ANTARCTICA – A MIRROR FOR YOUR SOUL

Antarctic sunset

The Quest

Antarctica truly is a land of mystery, extremes, beauty and danger, as many of the early explorers found out. Some never returned.

But what drove them? Of course there was a quest for adventure, challenge, fame, rewards, knowledge and the acquisition of new territories with possible commercial gain, but I wondered whether some of them were seeking that solitude that I found in the Arctic and Antarctic.

Were they too seeking a place where they could be alone with their thoughts without the distractions of the modern world and if that was not the case, would Antarctica force the situation on them anyway.

A number of these explorers found fame but little success in the rest of their lives. They expanded human knowledge but seemed to be possessed of a restlessness that drove them to return to the polar regions, and unfortunately, for some, their deaths.

And with all their accomplishments, did they find contentment or the elusive ‘thing’ for which they were searching? The Antarctic explorers and Antarctica may serve as a metaphor for our own lives. For our search for meaning in a sometimes harsh and apparently meaningless world.

Bransfield strait antarctica

The spiritual

What makes Antarctica special? Does it really have the power to provide something lacking in the human psyche. John Krakauer, writer and mountaineer, said “Antarctica has this mythic weight. It resides in the collective unconscious of so many people, and it makes this huge impact, just like outer space. It’s like going to the moon.”

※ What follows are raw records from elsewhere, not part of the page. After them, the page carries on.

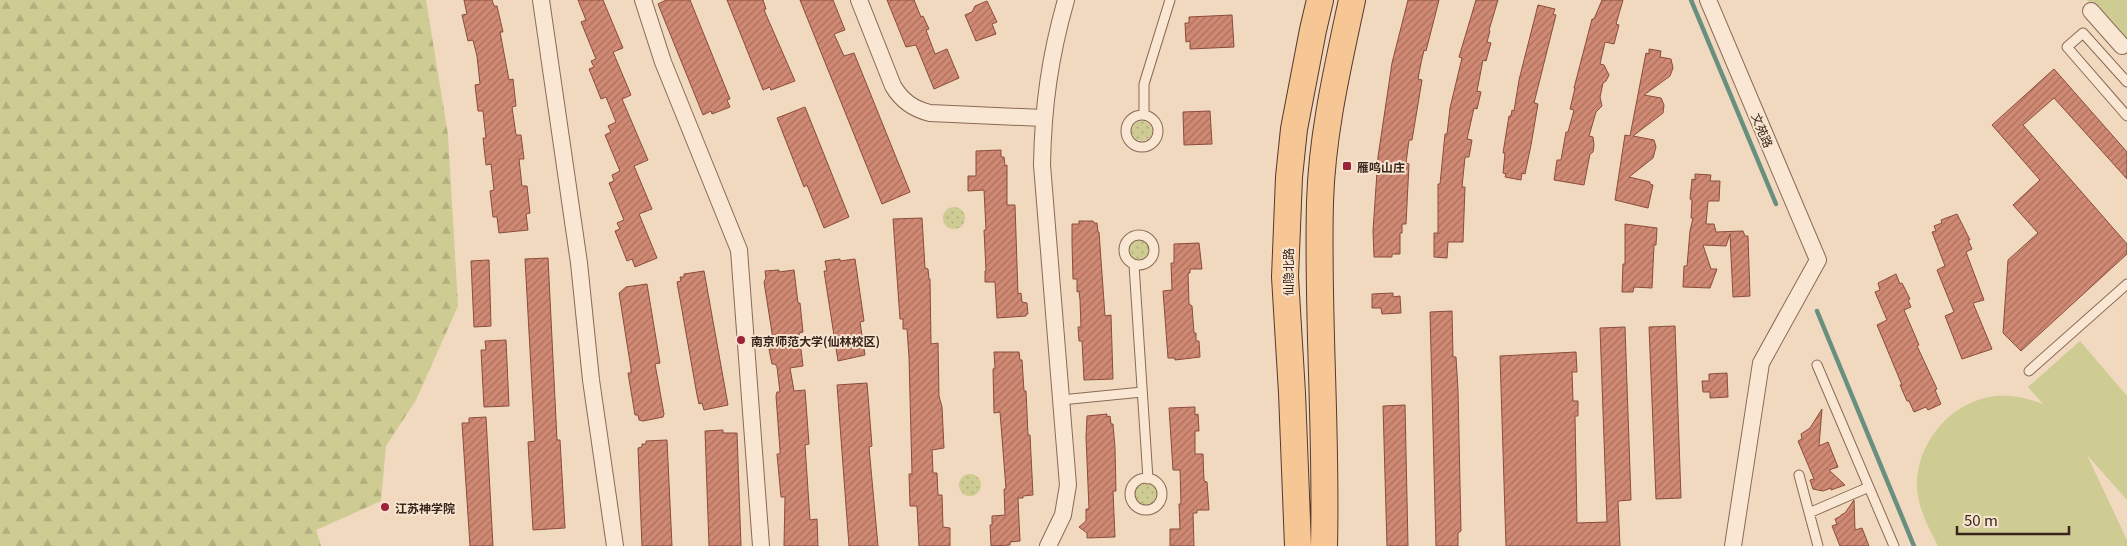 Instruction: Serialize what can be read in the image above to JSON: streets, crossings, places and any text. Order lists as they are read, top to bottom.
{
  "streets": {
    "main road": ["仙隐北路"],
    "street": ["文苑路"]
  },
  "places": {
    "transit": ["雁鸣山庄"],
    "other": ["南京师范大学(仙林校区)", "江苏神学院"]
  },
  "scale_bar": "50 m"
}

Andrew Denton, the well-known Australian comedian and TV presenter said “If Antarctica were music it would be Mozart. Art, and it would be Michelangelo. Literature, and it would be Shakespeare. And yet it is something even greater; the only place on earth that is still as it should be. May we never tame it’.

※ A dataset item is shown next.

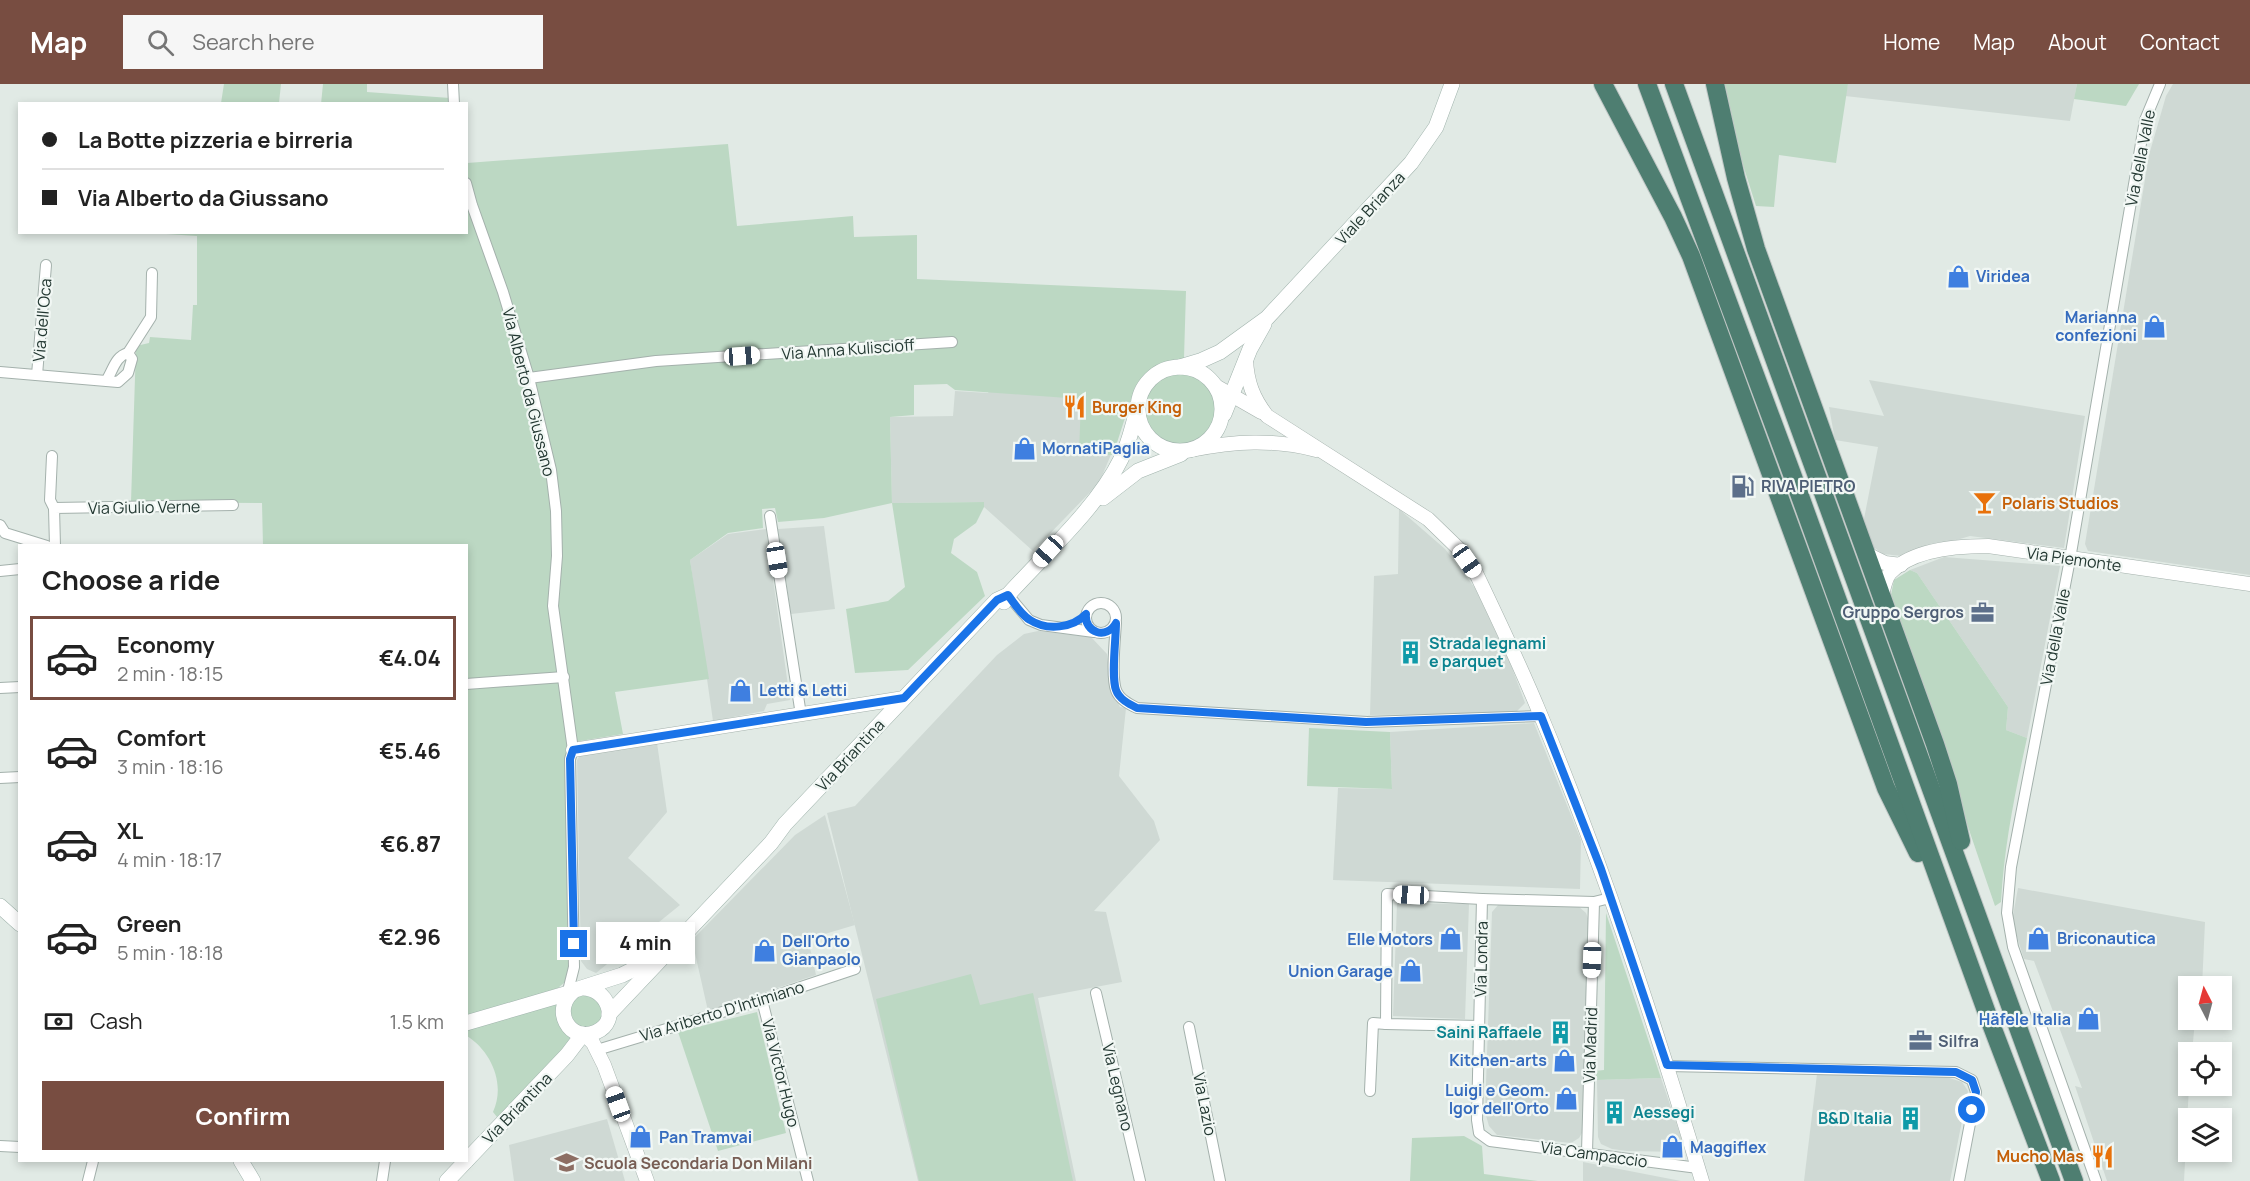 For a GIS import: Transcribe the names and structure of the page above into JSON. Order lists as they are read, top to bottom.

In the words of legendary Australian Antarctic explorer and scientist, Sir Douglas Mawson “The tranquillity of the water heightened the superb effects of this glacial world. Majestic tabular bergs whose crevices exhaled a vaporous azure; lofty spires, radiant turrets and splendid castles; honeycombed masses illumined by pale green light within whose fairy labyrinths the water washed and gurgled. Seals and penguins on magic gondolas were the silent denizens of this dreamy Venice. In the soft glamour of the midsummer midnight sun, we were possessed by a rapturous wonder—the rare thrill of unreality.”

His contemporary and first man to reach the South Pole, Roald Amundsen, said ‘The land looks like a fairytale’.

In 1906, the Antarctic explorer Jean-Baptiste Charcot would be heard to say ‘(These) regions stamp us in some way with religious awe…here we are in the sanctuary of sanctuaries where nature reveals herself in all her tremendous power…the man who has been able to enter such a place feels his spirit lifted’

So what are we to make of this? Does Antarctica change people or at least does it appear to? Is it a place for meditators and spiritual seekers? Is it a metaphor for our eternal quest for permanence in a rapidly changing world?

Does it have the potential to create a permanent change in the human psyche or is it a place that is simply a tick in the box of a human bucket list?

Perhaps we won’t all get to Antarctica but the current isolation may be the perfect opportunity for reflection about your place in the universe and perhaps Antarctica is due for a visit when life returns to normal.